# Instructions for the task
Find the string "linecap" in the material. Copy every line that has it.

#####

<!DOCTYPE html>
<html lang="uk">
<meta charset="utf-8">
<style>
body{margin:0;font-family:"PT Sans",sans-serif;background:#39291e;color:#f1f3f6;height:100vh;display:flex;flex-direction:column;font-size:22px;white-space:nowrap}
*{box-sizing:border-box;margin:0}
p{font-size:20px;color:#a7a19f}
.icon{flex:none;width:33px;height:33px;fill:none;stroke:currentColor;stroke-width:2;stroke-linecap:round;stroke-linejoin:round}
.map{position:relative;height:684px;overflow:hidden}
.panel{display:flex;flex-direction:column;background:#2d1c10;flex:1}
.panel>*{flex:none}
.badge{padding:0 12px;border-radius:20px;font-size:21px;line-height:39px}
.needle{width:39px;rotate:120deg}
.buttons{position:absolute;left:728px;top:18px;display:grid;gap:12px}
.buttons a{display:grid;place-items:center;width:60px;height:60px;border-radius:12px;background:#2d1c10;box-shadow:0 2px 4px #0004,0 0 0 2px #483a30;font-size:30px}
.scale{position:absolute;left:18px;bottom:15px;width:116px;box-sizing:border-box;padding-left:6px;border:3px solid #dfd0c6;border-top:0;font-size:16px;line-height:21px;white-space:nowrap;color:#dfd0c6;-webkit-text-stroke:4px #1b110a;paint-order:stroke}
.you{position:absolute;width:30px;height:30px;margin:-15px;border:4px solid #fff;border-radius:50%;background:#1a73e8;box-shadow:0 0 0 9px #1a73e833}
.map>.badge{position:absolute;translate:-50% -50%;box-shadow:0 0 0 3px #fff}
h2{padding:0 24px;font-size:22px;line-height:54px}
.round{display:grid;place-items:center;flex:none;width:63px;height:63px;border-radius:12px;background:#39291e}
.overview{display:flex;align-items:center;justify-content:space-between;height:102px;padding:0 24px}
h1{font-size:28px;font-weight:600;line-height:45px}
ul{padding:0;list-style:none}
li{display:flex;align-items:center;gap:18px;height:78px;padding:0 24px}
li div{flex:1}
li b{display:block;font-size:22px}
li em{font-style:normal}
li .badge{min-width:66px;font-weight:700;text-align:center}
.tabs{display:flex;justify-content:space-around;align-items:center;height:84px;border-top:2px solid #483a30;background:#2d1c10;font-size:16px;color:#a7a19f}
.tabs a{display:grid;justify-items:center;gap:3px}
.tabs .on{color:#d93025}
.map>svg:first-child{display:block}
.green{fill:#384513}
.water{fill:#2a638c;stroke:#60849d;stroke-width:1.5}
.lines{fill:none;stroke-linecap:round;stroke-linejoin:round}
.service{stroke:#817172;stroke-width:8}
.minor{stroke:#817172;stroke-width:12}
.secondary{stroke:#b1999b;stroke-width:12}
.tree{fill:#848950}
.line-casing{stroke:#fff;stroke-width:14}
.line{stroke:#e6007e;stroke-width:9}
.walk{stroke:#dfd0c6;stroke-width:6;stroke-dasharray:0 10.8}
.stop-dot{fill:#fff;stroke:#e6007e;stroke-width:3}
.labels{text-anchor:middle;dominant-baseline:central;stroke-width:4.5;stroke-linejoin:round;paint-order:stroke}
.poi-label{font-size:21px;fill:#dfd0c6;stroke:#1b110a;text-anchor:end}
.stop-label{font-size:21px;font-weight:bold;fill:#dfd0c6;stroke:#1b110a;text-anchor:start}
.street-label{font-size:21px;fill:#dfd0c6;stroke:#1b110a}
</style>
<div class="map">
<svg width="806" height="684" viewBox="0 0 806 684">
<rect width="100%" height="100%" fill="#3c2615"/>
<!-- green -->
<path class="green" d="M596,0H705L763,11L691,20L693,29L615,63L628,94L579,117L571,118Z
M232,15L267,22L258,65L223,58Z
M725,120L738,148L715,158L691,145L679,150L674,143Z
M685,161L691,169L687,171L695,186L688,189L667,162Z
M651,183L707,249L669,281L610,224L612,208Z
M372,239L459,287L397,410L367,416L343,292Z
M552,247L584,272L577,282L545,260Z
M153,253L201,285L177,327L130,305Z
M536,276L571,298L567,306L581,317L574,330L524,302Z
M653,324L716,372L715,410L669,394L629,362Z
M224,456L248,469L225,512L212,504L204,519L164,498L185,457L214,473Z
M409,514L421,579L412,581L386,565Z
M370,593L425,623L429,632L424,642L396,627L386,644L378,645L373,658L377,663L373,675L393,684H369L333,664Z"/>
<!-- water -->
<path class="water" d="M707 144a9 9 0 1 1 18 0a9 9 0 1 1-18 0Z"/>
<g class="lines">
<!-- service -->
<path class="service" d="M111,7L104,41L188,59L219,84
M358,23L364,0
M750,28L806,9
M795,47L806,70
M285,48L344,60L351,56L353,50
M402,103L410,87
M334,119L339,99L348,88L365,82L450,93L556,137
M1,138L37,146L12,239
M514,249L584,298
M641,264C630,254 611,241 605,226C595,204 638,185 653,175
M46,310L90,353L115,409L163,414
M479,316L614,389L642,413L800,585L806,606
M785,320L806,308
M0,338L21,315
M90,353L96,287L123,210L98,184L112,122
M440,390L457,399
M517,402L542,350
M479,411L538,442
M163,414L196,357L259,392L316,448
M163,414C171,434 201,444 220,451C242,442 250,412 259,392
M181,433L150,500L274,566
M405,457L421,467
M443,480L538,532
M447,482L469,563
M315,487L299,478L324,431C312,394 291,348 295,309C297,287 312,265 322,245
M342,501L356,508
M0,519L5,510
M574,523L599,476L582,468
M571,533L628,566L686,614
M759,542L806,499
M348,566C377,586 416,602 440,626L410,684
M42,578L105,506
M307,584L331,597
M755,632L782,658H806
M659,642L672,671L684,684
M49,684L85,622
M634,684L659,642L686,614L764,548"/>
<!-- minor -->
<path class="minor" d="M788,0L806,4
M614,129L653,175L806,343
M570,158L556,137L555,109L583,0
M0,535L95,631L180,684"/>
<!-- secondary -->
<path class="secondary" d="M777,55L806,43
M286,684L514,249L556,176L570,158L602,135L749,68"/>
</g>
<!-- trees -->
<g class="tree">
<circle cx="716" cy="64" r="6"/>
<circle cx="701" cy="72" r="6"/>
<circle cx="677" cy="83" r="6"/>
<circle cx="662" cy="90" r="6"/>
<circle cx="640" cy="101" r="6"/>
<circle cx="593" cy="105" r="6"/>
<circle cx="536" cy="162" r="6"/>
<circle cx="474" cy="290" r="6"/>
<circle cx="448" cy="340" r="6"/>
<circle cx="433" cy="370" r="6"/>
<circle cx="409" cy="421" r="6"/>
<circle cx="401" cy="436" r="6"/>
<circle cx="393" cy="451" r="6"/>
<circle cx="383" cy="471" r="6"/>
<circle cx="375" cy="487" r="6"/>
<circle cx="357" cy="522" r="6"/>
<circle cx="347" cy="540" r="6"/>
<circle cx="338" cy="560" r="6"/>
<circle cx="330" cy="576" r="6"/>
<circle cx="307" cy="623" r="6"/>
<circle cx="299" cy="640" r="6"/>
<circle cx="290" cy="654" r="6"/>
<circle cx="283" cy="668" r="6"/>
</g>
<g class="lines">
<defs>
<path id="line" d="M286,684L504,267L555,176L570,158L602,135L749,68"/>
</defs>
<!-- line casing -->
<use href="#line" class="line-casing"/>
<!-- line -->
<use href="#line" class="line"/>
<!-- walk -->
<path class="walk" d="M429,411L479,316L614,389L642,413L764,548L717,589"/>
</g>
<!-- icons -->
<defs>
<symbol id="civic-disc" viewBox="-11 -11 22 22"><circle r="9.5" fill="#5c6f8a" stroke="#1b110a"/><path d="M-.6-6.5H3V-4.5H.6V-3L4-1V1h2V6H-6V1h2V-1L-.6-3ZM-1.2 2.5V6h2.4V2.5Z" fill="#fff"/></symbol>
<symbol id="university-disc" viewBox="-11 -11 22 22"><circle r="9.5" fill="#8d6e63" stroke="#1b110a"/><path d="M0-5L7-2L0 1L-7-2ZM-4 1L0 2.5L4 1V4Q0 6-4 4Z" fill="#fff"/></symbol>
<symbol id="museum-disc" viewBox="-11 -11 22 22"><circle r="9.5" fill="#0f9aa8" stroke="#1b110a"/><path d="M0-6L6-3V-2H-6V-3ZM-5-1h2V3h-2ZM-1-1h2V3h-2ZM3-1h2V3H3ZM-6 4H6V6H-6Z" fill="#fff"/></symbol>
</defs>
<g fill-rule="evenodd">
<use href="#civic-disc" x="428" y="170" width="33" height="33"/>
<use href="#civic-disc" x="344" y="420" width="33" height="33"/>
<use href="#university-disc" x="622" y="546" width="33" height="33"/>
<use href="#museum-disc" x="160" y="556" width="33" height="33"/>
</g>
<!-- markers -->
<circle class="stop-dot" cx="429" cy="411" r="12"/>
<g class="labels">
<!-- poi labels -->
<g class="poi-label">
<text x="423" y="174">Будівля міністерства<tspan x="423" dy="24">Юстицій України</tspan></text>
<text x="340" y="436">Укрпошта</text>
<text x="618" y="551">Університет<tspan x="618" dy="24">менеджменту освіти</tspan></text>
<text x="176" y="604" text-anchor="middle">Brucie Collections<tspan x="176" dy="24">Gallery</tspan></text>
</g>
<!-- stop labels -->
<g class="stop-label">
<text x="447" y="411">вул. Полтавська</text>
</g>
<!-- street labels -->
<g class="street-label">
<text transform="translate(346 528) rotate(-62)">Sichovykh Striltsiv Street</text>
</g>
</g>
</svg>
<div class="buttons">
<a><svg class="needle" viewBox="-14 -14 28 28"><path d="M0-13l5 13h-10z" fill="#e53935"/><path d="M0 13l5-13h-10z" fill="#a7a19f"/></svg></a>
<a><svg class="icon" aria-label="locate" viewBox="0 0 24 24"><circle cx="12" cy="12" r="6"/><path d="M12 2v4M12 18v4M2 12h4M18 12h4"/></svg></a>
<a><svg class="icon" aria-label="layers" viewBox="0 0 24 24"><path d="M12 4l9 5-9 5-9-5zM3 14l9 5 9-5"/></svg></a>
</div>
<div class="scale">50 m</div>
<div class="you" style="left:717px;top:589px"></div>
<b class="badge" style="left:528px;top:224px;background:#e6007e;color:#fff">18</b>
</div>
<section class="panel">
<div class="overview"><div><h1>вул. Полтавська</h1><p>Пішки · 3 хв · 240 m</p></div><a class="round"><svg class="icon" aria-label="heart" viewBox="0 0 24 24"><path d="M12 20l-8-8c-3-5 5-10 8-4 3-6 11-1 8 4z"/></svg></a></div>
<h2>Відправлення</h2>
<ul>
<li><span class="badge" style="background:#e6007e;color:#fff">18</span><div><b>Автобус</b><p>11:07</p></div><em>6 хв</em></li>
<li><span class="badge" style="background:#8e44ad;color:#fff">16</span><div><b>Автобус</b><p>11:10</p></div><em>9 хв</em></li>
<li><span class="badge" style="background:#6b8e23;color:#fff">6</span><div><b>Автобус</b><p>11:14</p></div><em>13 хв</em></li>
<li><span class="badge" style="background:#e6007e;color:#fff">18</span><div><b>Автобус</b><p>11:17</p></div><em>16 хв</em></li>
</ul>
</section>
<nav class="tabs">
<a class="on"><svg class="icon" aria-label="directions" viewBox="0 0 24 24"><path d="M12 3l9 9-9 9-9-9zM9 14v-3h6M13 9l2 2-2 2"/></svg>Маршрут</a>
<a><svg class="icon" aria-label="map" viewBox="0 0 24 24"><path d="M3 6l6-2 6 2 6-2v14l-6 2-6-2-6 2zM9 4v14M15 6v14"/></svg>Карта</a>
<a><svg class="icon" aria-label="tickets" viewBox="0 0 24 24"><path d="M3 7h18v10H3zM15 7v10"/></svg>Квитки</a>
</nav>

#####

# Task result
.icon{flex:none;width:33px;height:33px;fill:none;stroke:currentColor;stroke-width:2;stroke-linecap:round;stroke-linejoin:round}
.lines{fill:none;stroke-linecap:round;stroke-linejoin:round}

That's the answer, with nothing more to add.